To stop this, developers quickly adopted the use of graphical representations of the letters, displayed using a static JPEG or GIF image. But the bot programmers began to use Optical Character Recognition (OCR) to read that address just like the human eye.
In response, developers got smart and started to use contact forms. That was a good idea, only humans can fill in a web form, right? Wrong! It didn’t take long for the bots to get smarter. E-mail bots can now fill in those contact forms themselves.
So, what’s wrong with that? If you get spammed with your website form, you just delete when the spam hits your mailbox? That will work for maybe 1 or 2 spams a day, but what about 20? 200? Once your contact form is found by the bots, then you will start getting hit with more offers for fake Rolex watches and Viagra than you can deal with.
What is worse, this will impact on your e-mail server. If your e-mail server is a shared server from your ISP, you could find yourself in breach of their terms of service, and have your site shut down. Worse still, often those forms will be filled in using already harvested addresses, meaning any automated replies could be sent to innocent victims using YOUR mail server, from YOUR e-mail address. This could result in you and even your ISP being blacklisted which may again find you in breach of contact. In the worst case, compensation may be sought by your ISP or third parties as a result of system downtime, loss of revenue and time for remedial work.
So what can be done? How can you tell the bots from real people?
It’s actually relatively easy to spot a robot. The Turing Test has been around for a while, and so far no one has made a computer which can fool a human into thinking they’re real. What is needed then is a reverse Turing Test which challenges anyone using the form, with a question only a human could possibly answer. You will be glad to know that there are many different kinds of test which have been developed and are collectively referred to as CAPTCHA: “Completely Automated Public Turing test to tell Computers and Humans Apart”
You may already have used a CAPTCHA, they typically take the form of a graphical rendering of a word.
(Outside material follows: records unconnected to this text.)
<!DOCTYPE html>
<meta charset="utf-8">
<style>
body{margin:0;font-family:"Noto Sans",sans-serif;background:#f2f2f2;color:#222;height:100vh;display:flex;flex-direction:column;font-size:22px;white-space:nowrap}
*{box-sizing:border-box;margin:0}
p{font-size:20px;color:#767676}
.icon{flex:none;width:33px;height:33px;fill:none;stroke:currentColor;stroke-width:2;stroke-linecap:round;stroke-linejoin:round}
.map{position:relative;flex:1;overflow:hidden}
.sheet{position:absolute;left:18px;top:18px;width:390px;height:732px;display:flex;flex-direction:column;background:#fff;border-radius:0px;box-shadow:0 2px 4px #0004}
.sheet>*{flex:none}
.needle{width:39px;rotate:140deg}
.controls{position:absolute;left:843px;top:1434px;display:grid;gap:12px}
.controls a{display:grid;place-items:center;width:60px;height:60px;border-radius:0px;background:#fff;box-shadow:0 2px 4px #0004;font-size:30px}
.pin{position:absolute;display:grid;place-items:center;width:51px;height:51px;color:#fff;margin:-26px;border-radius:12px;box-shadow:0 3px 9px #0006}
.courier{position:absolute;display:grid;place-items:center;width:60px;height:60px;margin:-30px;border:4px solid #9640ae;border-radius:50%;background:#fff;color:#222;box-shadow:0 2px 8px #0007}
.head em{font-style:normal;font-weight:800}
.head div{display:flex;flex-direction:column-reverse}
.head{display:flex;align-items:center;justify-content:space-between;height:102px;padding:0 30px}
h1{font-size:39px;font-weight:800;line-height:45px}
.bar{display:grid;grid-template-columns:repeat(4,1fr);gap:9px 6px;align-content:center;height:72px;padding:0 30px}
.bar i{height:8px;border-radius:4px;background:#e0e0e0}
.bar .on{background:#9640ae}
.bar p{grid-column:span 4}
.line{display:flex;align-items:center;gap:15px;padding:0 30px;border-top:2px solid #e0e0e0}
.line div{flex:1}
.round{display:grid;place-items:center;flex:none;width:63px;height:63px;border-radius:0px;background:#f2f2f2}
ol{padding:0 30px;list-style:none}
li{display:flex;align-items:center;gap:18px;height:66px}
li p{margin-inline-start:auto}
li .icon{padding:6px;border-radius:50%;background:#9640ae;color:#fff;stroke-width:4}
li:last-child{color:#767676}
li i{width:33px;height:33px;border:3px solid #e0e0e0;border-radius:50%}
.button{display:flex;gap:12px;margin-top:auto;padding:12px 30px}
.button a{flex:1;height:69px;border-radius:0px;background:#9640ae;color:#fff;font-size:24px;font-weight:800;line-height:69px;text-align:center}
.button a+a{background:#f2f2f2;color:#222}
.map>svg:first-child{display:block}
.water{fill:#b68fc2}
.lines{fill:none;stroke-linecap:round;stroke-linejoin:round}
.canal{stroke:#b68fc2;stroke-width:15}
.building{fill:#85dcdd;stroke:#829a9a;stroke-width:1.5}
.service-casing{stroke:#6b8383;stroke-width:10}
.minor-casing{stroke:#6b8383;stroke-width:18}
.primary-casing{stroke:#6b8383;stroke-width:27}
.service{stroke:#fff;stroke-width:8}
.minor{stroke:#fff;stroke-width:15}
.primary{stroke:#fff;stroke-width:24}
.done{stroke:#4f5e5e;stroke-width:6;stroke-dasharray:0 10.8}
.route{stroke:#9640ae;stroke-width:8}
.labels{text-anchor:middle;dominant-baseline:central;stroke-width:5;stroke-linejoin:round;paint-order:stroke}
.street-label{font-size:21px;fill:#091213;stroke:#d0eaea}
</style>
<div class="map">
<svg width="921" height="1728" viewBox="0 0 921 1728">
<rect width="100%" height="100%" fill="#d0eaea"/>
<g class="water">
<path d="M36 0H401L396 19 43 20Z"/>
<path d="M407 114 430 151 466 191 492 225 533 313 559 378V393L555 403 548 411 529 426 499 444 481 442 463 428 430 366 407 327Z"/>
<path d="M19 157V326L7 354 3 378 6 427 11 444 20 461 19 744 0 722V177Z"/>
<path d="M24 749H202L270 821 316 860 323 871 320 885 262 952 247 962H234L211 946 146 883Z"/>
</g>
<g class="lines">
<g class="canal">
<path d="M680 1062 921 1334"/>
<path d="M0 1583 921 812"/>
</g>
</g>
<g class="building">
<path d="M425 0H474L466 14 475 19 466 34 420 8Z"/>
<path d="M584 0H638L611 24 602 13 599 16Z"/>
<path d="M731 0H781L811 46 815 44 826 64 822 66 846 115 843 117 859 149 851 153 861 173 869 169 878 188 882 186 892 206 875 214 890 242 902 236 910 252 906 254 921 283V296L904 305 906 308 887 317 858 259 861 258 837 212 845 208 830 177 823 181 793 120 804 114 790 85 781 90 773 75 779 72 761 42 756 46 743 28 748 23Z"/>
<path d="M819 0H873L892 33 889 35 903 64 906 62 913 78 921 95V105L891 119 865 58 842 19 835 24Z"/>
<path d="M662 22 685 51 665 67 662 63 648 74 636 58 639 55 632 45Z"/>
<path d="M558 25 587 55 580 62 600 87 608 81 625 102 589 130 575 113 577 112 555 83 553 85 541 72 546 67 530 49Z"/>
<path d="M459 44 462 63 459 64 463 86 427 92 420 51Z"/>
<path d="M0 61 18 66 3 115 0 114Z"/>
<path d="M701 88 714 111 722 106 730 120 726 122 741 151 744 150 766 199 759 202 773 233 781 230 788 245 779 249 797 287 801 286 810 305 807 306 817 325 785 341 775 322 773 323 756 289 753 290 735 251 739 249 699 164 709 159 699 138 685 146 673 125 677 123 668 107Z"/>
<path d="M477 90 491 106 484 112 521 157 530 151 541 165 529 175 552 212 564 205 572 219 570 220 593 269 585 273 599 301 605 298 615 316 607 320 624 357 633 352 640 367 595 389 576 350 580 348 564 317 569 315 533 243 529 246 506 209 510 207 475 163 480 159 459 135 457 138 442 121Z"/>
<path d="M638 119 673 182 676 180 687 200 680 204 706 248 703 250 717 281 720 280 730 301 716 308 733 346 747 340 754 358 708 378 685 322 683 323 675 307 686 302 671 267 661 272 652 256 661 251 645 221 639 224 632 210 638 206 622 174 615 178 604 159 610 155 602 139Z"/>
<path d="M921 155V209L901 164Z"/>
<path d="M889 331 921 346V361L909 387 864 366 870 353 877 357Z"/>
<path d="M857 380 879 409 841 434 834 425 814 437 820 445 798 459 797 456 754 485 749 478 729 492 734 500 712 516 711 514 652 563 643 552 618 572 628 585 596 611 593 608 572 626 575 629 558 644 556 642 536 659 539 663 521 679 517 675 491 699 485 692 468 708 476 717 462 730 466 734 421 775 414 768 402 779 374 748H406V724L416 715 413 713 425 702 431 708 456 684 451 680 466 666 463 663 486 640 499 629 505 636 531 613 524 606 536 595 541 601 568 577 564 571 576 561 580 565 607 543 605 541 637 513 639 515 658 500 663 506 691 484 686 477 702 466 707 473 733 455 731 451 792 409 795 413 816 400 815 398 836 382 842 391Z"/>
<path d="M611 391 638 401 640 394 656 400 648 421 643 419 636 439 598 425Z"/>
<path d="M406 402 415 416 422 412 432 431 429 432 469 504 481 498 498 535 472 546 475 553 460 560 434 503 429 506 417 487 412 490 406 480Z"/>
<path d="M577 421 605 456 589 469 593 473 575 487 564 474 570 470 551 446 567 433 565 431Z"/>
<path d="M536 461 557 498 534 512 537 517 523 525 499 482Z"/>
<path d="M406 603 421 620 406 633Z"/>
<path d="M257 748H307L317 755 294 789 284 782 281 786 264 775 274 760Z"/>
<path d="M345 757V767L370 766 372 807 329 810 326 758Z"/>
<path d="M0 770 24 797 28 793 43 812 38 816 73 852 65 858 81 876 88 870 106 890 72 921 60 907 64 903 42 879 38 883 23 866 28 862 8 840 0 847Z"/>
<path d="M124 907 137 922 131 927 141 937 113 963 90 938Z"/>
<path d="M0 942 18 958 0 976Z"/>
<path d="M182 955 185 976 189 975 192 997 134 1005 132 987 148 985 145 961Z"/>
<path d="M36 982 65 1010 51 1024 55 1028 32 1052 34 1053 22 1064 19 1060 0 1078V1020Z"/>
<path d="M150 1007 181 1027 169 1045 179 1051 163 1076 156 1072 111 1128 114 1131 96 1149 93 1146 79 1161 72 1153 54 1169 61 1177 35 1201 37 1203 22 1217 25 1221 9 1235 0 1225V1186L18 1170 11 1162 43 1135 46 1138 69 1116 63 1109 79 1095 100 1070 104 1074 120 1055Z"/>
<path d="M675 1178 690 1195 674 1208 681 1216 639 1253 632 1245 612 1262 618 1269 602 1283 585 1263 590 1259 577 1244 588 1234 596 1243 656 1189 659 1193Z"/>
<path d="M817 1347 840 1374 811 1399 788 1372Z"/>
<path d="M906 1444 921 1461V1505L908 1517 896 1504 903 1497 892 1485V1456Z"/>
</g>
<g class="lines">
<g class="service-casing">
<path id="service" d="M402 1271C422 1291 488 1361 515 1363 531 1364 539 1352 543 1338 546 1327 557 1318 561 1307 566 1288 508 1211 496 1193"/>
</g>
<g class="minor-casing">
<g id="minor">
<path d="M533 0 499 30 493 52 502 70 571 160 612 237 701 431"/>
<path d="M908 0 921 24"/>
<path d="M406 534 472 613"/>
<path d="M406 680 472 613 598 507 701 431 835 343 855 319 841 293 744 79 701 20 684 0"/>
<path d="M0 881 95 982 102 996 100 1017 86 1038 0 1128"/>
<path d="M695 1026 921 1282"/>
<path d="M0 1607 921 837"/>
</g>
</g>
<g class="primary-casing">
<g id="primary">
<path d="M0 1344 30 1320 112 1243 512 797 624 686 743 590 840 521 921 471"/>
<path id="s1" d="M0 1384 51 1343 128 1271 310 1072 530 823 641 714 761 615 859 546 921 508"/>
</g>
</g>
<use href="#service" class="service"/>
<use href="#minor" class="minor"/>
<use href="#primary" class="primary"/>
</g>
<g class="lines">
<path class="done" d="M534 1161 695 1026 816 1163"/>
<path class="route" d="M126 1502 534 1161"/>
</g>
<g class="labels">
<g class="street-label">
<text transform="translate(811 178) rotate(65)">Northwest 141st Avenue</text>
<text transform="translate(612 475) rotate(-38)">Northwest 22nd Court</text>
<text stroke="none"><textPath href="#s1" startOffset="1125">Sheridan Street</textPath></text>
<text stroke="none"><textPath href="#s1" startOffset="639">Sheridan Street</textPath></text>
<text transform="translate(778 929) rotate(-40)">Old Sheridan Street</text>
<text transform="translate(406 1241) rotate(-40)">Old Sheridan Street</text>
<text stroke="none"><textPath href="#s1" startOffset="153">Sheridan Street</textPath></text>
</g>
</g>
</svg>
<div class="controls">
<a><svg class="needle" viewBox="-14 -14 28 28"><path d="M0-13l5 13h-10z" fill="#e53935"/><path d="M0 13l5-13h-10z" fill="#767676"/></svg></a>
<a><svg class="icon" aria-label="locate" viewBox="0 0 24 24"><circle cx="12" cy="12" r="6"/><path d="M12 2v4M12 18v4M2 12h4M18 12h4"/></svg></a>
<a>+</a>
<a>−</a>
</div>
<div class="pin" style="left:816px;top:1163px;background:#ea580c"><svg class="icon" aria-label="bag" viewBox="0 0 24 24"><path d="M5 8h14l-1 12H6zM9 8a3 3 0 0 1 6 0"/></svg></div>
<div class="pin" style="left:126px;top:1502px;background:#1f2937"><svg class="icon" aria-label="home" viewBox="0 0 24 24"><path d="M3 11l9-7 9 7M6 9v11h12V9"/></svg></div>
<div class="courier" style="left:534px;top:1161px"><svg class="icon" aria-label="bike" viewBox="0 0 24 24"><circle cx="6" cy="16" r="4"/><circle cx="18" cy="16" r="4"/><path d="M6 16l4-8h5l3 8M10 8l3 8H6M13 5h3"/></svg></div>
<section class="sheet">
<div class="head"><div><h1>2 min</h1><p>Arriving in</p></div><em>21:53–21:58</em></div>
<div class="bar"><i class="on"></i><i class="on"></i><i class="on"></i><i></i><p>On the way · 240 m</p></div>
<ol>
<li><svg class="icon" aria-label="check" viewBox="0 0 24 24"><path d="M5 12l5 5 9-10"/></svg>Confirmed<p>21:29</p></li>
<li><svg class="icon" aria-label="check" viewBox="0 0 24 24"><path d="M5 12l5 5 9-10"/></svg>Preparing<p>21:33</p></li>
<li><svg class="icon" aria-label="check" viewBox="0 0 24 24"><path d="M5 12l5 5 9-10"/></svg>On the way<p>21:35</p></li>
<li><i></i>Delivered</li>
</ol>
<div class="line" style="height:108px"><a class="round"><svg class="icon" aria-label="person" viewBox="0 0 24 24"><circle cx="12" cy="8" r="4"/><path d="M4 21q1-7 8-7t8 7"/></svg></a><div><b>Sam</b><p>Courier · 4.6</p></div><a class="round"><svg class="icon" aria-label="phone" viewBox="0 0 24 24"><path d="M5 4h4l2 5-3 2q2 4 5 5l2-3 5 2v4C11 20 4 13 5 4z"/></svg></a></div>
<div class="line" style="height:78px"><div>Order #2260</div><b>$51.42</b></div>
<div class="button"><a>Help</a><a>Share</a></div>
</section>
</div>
The user must type the word in response thus passing the test. Early versions were easily broken using the same OCR methods as with e-mail harvesting, but the test have quickly been made harder by deforming the words, and adding extra graphics to make the words hard for the OCR to decode.
As a result, some CAPTCHA systems are very hard to read and have serious usability and accessibility issues, but systems such as re-CAPTCHA give very useable results and have audio versions of the code for increased accessibility.
Many ISPs are now making it mandatory for CAPTCHA systems to be installed on any web form they host, and with the risks discussed above, it’s clear why this is the case. No ISP wants to be blacklisted, accused of spamming and they certainly don’t want the performance of their servers compromised either.
This is why CAPTCHA systems are here to stay and anyone not taking on the new technology will be left behind … Still clearing their inbox probably.